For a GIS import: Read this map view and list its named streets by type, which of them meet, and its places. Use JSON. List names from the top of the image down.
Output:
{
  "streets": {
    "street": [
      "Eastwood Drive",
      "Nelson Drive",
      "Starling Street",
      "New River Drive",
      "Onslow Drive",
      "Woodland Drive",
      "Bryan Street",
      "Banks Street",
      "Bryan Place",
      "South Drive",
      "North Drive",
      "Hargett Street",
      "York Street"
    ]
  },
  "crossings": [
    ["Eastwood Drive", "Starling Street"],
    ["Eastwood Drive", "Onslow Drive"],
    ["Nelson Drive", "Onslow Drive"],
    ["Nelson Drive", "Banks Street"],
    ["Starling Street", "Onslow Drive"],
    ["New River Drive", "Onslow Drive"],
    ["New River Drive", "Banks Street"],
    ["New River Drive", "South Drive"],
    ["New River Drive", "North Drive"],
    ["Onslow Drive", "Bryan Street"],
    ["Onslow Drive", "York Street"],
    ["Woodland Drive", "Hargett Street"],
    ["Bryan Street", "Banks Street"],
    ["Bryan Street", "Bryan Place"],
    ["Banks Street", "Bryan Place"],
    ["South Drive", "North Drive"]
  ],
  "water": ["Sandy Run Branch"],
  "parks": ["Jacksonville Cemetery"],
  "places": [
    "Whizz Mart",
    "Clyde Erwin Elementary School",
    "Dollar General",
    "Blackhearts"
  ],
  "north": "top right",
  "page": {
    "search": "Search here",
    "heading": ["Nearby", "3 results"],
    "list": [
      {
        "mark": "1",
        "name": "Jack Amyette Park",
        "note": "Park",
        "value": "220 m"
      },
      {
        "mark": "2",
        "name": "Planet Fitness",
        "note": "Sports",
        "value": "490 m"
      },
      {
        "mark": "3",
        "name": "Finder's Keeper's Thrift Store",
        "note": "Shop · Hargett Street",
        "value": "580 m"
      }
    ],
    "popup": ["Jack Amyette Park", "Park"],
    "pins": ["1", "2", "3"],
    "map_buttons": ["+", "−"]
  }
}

----

» Brief
Find how many lines of the material carry the string "note". Only the number should be in the answer.

» Reply to the task
3